## What the task requires:
Go through the data and copy each line where the word "read" shows up.

## Data to use:
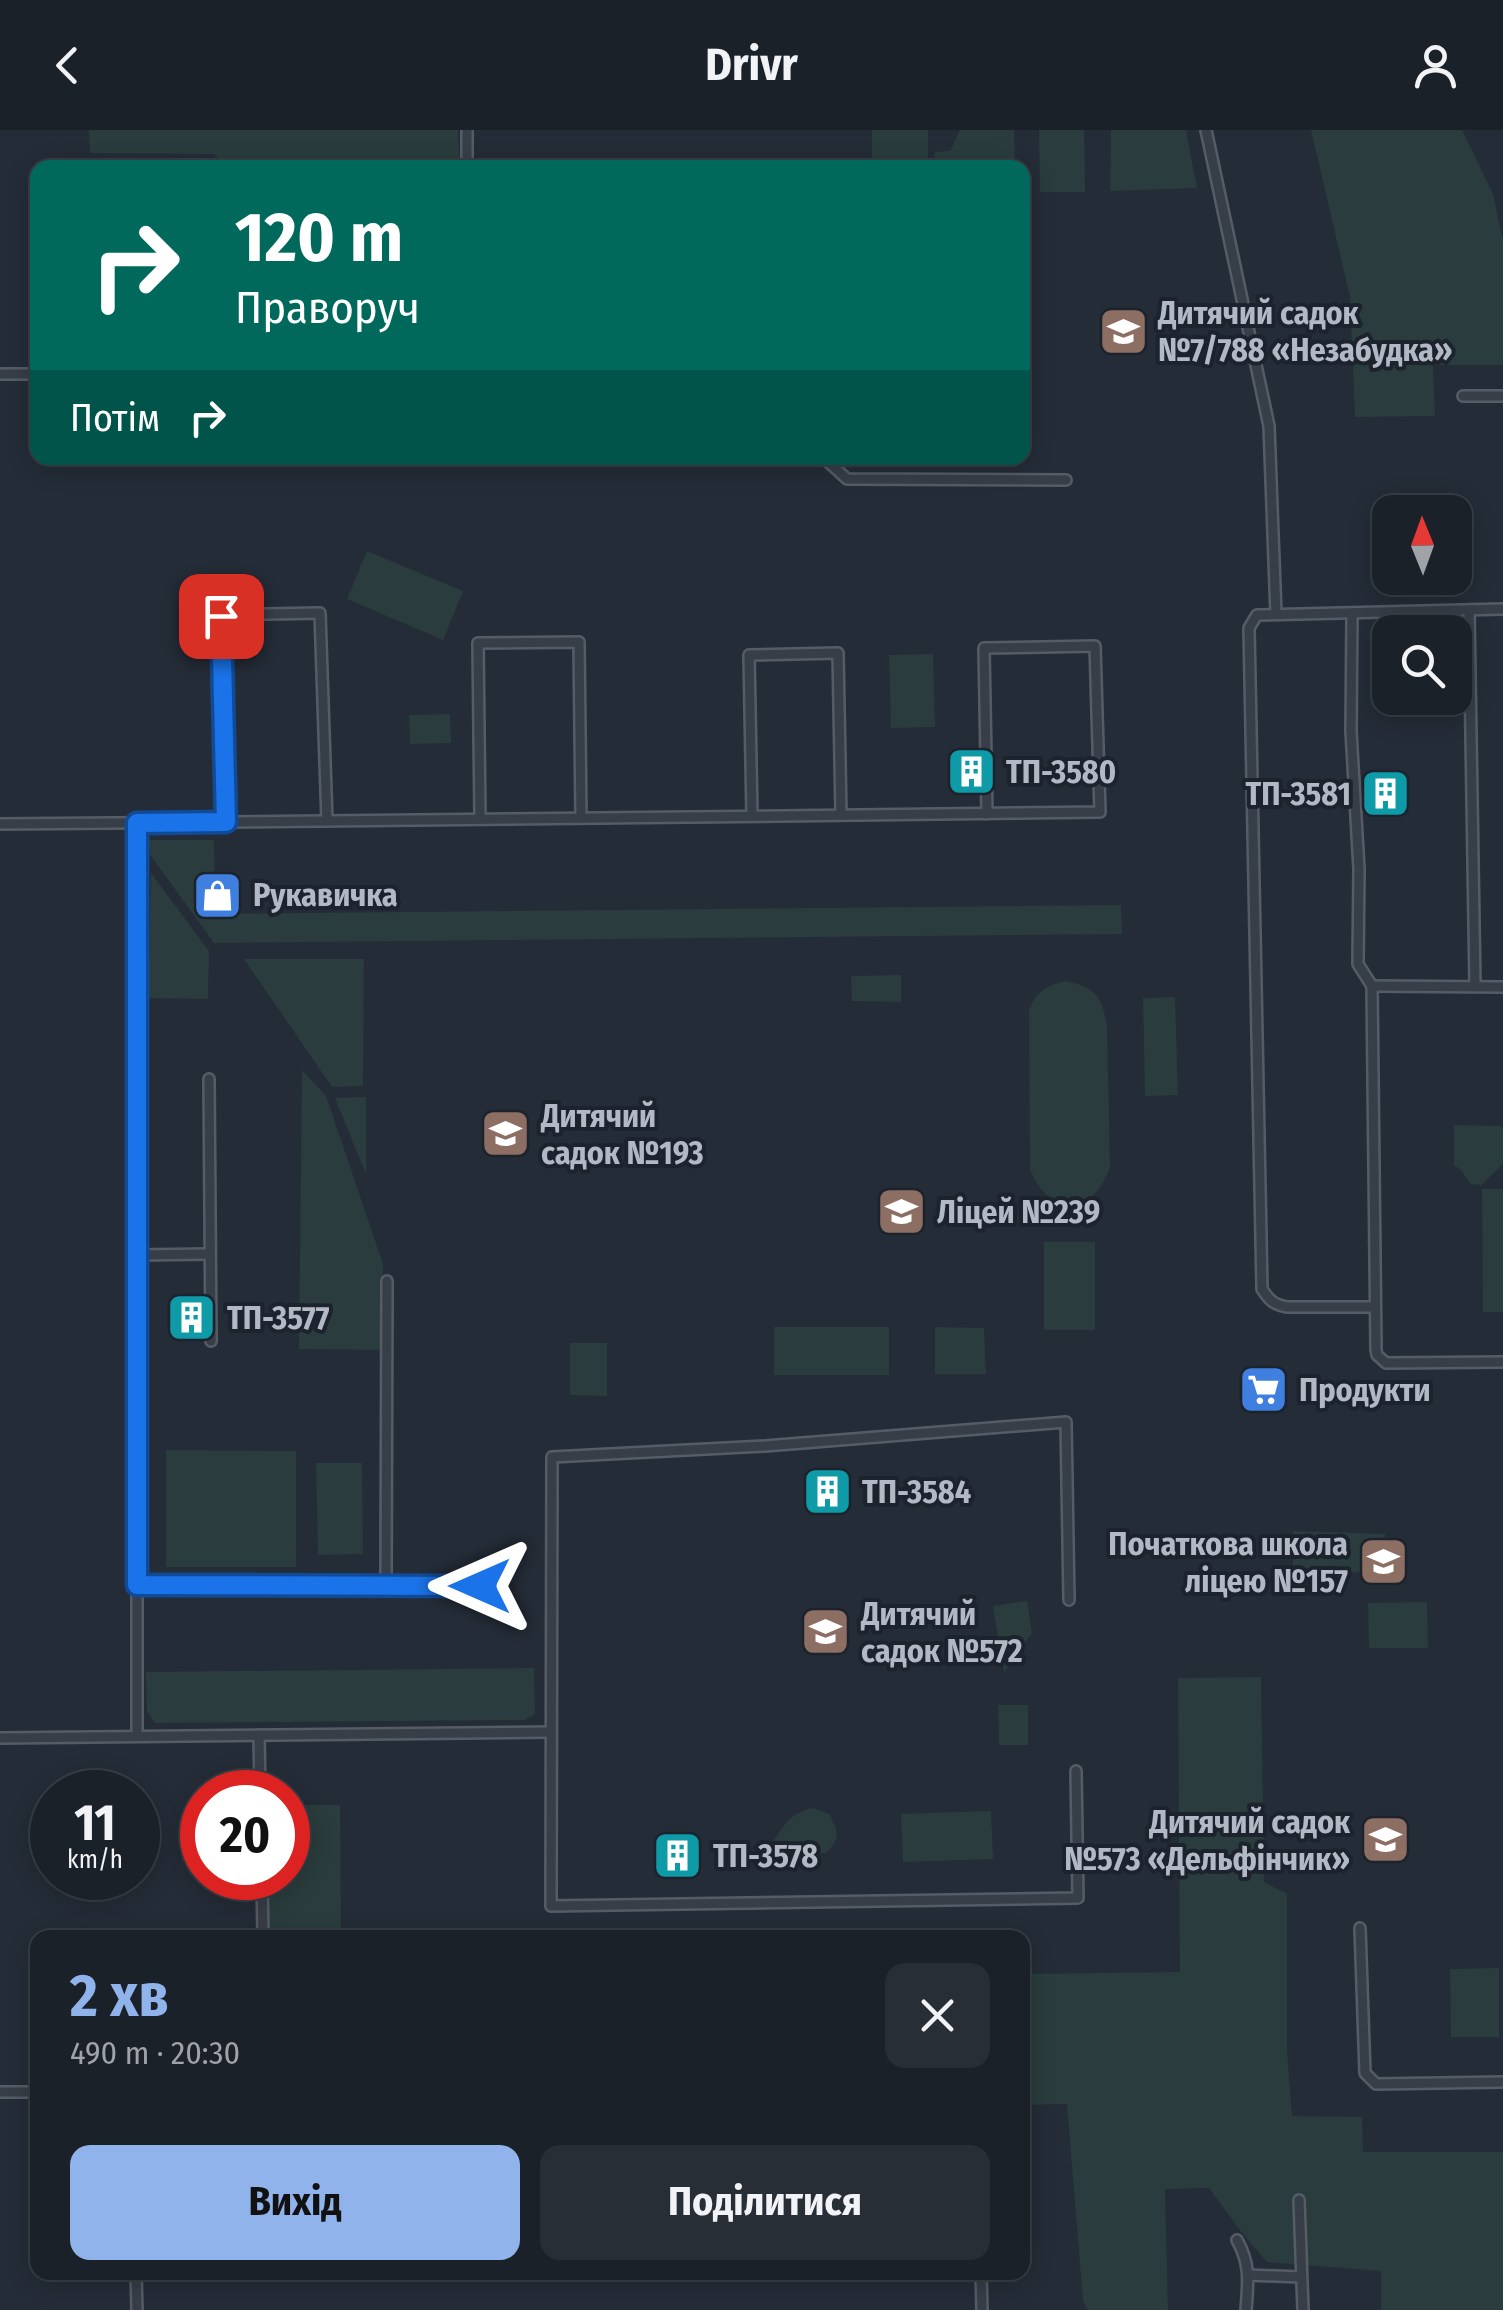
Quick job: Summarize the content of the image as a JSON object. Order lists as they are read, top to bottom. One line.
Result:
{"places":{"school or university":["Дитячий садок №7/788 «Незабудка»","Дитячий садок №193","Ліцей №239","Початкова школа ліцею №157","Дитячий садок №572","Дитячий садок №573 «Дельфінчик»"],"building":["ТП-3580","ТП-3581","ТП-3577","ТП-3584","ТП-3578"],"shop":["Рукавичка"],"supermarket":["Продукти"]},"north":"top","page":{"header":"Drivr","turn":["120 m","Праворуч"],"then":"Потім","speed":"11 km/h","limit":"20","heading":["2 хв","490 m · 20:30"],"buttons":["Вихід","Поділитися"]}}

--

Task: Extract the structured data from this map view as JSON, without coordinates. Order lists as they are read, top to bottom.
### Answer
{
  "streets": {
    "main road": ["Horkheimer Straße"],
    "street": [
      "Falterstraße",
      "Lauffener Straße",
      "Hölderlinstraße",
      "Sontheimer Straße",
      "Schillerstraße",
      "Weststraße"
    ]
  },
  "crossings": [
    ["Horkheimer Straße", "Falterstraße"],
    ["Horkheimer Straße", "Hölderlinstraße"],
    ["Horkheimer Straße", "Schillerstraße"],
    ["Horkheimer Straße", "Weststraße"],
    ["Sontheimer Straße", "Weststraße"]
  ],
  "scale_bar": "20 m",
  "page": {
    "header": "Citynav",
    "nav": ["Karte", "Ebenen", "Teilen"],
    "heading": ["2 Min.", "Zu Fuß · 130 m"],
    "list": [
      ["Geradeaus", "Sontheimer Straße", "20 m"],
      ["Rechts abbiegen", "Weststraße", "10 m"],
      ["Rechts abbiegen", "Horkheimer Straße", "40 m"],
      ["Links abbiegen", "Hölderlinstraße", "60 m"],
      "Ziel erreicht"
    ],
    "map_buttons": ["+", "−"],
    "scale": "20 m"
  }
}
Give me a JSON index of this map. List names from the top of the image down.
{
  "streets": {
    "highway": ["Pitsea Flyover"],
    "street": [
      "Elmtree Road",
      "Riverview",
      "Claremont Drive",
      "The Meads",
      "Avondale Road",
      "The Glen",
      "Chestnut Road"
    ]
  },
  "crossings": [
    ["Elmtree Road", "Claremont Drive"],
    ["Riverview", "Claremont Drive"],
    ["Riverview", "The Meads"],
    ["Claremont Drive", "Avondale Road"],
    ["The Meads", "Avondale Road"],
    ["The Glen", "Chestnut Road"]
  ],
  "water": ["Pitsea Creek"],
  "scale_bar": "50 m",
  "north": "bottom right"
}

## Task response:
Quick job: Summarize the content of the image as a JSON object. Order lists as they are read, top to bottom. One line.
Task: Extract the structured data from this map view as JSON, without coordinates. Order lists as they are read, top to bottom.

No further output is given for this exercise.